Extracted entries
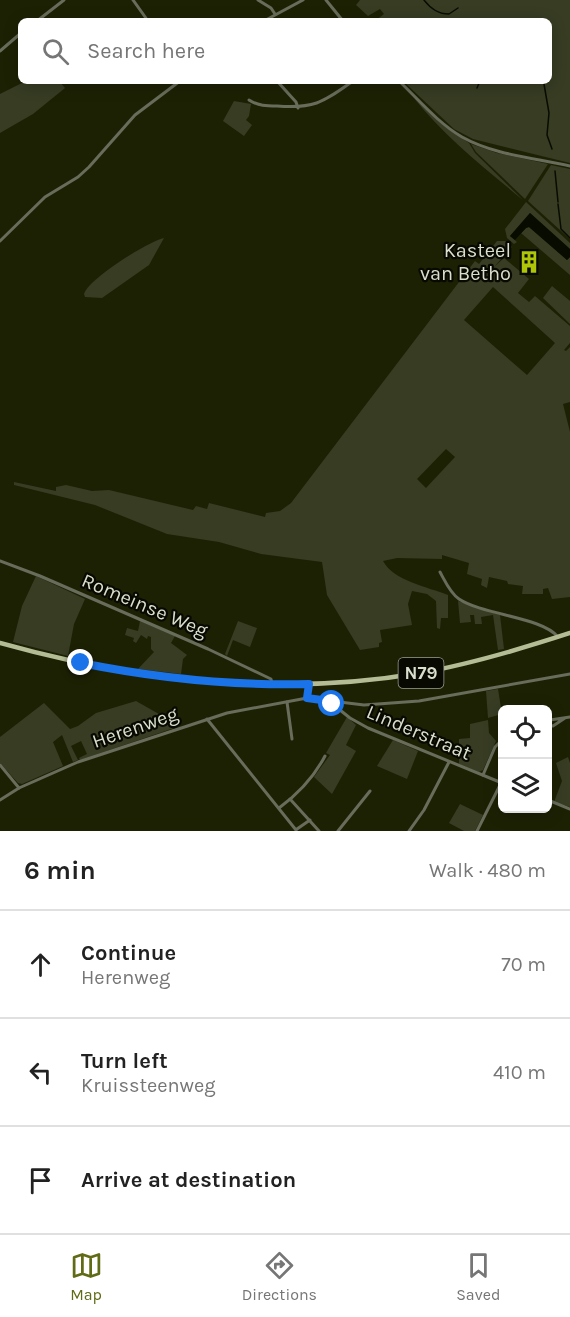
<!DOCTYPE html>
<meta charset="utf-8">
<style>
:root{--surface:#fff;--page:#f6f6f6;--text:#222;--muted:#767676;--line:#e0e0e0;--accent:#616b16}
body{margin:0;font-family:Karla,sans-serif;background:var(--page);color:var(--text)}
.controls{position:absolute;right:18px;bottom:18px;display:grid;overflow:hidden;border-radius:9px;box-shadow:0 3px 15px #0003}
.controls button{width:54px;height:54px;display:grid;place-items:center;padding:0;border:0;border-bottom:2px solid var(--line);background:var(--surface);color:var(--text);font:30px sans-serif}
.stop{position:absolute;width:18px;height:18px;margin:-14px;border:4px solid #1a73e8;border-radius:50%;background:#fff}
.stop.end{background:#1a73e8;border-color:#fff;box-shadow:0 2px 6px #0008}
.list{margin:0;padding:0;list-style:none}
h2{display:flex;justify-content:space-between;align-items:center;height:78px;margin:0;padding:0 24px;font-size:26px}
h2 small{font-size:20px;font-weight:400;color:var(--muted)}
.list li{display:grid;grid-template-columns:39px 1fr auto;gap:18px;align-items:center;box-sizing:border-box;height:108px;padding:0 24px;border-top:2px solid var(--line)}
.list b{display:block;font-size:22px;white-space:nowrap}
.list p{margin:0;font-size:20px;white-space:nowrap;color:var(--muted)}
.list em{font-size:20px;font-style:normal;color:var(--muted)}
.icon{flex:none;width:33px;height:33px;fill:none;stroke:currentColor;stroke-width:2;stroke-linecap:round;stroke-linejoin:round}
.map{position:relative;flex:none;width:570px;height:831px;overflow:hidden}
.search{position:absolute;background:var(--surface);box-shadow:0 3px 15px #0003;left:18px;right:18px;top:18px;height:66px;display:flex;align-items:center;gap:15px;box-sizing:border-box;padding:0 21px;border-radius:9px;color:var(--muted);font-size:22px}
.sheet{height:402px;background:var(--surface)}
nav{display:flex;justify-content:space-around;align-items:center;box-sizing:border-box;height:84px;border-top:2px solid var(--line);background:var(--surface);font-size:16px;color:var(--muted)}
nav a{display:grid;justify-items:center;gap:3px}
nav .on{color:var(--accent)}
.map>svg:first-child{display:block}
.green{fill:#373c23;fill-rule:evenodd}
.water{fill:#080c00}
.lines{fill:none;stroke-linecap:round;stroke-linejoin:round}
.stream{stroke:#080c00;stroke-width:1.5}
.street{stroke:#686c5a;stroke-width:3}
.primary{stroke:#b3bc95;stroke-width:4.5}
.route{stroke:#1a73e8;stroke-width:8}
.labels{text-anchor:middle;stroke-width:4.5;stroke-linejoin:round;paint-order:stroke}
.shield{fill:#080a02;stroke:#9b9f90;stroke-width:1.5}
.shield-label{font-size:18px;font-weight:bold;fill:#dadfcd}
.poi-label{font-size:20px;fill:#dadfcd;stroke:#080a02;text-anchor:end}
.street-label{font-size:20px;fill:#dadfcd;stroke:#080a02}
</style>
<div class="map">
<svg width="570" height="831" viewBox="0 0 570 831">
<rect width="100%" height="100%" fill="#1d2104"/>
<g class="green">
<path d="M 360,0 L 570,0 L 570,163 L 473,139 L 454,129 L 403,81 L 549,81 L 549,21 L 375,21 L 384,14 L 380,9 L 368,16 L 356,5 Z"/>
<path d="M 26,81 L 59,81 L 65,88 L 33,114 L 0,133 L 0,94 Z"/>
<path d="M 413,97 L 443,125 L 469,143 L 475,153 L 523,200 C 484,168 444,136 413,97 Z"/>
<path d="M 234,101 L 251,104 L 249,116 L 246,120 L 252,125 L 244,136 L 223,121 Z"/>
<path d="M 471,144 L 497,153 L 548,164 L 525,199 L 476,152 Z"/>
<path d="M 551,165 L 570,169 L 570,239 L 528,201 Z"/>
<path d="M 526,202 L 570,243 L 570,249 L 530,213 L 510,236 L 517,242 L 514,244 L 507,238 L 505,229 Z"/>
<path d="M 529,227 L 567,260 L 570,257 L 570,275 L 521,233 L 526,228 Z"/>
<path d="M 164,238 L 149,265 L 102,298 L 85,297 L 84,294 C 88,279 149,241 164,238 Z"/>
<path d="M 497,241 L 506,241 L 512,247 L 494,267 L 504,258 L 529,279 L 518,293 L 529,302 L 535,296 L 570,326 L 570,343 L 564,350 L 566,351 L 570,347 L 570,402 L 563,404 L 570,432 L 570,597 L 552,599 L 548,588 L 543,589 L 543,594 L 522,594 L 523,586 L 508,584 L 507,581 L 489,577 L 487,588 L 481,585 L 482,579 L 467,574 L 469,563 L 442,555 L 442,559 L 397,558 L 383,561 C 394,581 428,587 448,595 L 448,618 L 441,618 L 440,629 L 437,628 L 436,601 L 427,594 L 412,591 L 408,604 L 412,625 L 380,630 L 382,642 L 379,643 L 379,647 L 360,650 L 327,595 L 322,562 L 261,554 L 219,542 L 167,534 L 95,505 L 14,485 L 14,482 L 56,491 L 56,487 L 66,485 L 92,491 L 109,490 L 193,510 L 196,506 L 207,509 L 209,503 L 265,517 L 266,513 L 280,511 L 291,503 L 475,261 L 479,264 ZM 493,287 L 555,343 L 527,375 L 464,320 ZM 446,449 L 455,457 L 426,488 L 417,479 Z"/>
<path d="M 552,286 L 570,301 L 570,324 L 543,298 Z"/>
<path d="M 36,576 L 85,599 L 74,624 L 68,656 L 13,642 L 22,606 Z"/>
<path d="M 458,601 L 500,615 L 504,649 L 498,650 L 493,615 L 481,617 L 482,624 L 475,624 L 474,615 L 470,615 L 471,622 L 460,623 Z"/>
<path d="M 140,621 L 175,636 L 171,643 L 187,655 L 183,659 L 181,674 L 138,669 L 154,652 L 151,649 L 151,637 L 148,636 L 147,639 L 141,635 L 136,643 L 133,641 L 134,638 L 125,635 L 127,628 L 138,631 Z"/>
<path d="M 238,621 L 257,628 L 250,647 L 233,640 L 227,656 L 225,654 Z"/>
<path d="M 498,689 L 502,714 L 488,718 L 486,691 Z"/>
<path d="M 136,701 L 180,726 L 80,760 L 79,758 L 87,754 L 81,741 L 71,746 L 78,760 L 73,762 L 62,735 L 53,742 L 63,766 L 22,784 L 18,783 L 0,763 L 0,737 L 44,703 L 70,729 L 78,726 L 96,713 Z"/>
<path d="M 347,717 L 356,725 L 346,745 L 356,751 L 332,794 L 314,777 L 330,755 L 326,753 Z"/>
<path d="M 488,720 L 489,733 L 496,741 L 483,770 L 479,772 L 459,764 L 459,739 L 470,738 L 470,724 Z"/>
<path d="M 393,740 L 418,751 L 407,779 L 377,766 Z"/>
<path d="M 568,757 L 570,763 L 570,807 L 554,802 L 562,781 L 556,763 Z"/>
<path d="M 460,804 L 483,815 L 475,831 L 464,831 L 449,823 Z"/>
</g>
<path class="water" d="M 530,213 L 570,249 L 570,257 L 567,260 L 529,227 L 526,228 L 515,240 L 510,236 Z"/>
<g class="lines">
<g class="stream">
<path d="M 424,0 C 431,9 438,14 449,14 L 458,8"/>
<path d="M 544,84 L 549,113 L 547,135 L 552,149"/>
<path d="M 477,88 L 480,81"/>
<path d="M 555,171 L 558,202"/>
<path d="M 558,204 L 561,229 L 570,238"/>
</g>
<g class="street">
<path d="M 133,0 L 148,21"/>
<path d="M 258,0 L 271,8 L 275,14"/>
<path d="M 326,0 L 343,21"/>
<path d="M 37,21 L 64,0"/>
<path d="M 264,21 L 303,0"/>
<path d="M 0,51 L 21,33"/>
<path d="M 277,81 L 296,102 L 298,108"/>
<path d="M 399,81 C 419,100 438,123 462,137 C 494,155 535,158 570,166"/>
<path d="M 249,100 C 258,106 267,106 277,106 C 315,109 323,102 353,81"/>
<path d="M 0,241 L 45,197 L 78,177 L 89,167 L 135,115 L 180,81"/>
<path d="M 0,561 L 40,576 L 208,649 L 271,679 L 272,684"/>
<path d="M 440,572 C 445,581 450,593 459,599 C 483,615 542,617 558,637"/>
<path d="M 307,698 L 309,684"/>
<path d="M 287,702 L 292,739"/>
<path d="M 330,702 L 350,718 L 368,728 L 502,783"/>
<path d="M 565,718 L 553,726 L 548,725 L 550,720 L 570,717"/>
<path d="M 207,719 L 296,830"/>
<path d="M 0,765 L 19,788"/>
<path d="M 483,775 L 495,747 L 502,740"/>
<path d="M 290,799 L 319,831"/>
<path d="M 0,800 L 19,788 L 78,762 L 227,713 L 307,698 L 364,705 L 419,701 L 570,674"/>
<path d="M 548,800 L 570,809"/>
<path d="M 279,808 C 298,794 314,777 325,756"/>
<path d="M 297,829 L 310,820"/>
<path d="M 338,831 L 370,791"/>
<path d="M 409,831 L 424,810 L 449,762"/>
<path d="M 477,831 L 501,783"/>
</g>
<path class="primary" d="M 0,643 C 136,681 280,697 420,673 C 471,664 521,649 570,633"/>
</g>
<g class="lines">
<path class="route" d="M 81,663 C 156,678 232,686 309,684 L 307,698 L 329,701 L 332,704"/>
</g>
<defs>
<g id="building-bare" transform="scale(1.8)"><path d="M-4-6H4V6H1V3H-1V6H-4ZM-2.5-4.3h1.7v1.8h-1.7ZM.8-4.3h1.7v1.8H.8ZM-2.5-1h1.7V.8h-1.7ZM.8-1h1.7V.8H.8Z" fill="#afc507" stroke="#080a02" stroke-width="2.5" paint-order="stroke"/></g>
</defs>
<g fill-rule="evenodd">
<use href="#building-bare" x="529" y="262"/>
</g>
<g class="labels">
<rect class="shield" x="398.5" y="658" width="45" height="30" rx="4.5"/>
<g class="shield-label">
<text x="421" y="679">N79</text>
</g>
<g class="poi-label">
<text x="511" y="257">Kasteel<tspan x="511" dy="23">van Betho</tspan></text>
</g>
<g class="street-label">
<text transform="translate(145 605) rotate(23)" y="7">Romeinse Weg</text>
<text transform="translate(135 727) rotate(-19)" y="7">Herenweg</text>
<text transform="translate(419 732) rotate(23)" y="7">Linderstraat</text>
</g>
</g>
</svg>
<div class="controls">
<button><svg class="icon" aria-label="locate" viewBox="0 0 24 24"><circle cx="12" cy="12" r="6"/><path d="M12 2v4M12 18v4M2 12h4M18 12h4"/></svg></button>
<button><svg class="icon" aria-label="layers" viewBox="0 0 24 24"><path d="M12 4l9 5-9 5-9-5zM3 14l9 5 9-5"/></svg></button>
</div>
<div class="stop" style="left:332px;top:704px"></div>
<div class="stop end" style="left:81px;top:663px"></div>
<div class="search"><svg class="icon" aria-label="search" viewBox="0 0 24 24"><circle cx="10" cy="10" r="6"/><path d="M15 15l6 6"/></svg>Search here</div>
</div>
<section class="sheet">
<h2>6 min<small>Walk · 480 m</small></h2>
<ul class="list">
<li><svg class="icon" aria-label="ahead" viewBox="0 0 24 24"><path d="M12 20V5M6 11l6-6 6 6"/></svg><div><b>Continue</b><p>Herenweg</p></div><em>70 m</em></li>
<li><svg class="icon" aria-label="left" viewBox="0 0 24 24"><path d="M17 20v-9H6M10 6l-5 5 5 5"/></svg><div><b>Turn left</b><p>Kruissteenweg</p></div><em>410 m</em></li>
<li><svg class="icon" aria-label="arrive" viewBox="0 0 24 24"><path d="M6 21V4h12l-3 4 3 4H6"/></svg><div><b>Arrive at destination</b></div></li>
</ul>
</section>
<nav>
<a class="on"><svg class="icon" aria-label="map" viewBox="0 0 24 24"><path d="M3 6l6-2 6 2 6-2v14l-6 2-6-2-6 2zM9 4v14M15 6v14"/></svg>Map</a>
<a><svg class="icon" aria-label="directions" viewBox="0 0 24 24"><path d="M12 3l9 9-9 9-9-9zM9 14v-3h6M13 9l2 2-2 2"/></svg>Directions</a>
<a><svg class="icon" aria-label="saved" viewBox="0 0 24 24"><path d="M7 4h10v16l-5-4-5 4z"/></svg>Saved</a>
</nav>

What is required
Would you return all lines from the preceding listing that contain the word "serif"?

Task response
body{margin:0;font-family:Karla,sans-serif;background:var(--page);color:var(--text)}
.controls button{width:54px;height:54px;display:grid;place-items:center;padding:0;border:0;border-bottom:2px solid var(--line);background:var(--surface);color:var(--text);font:30px sans-serif}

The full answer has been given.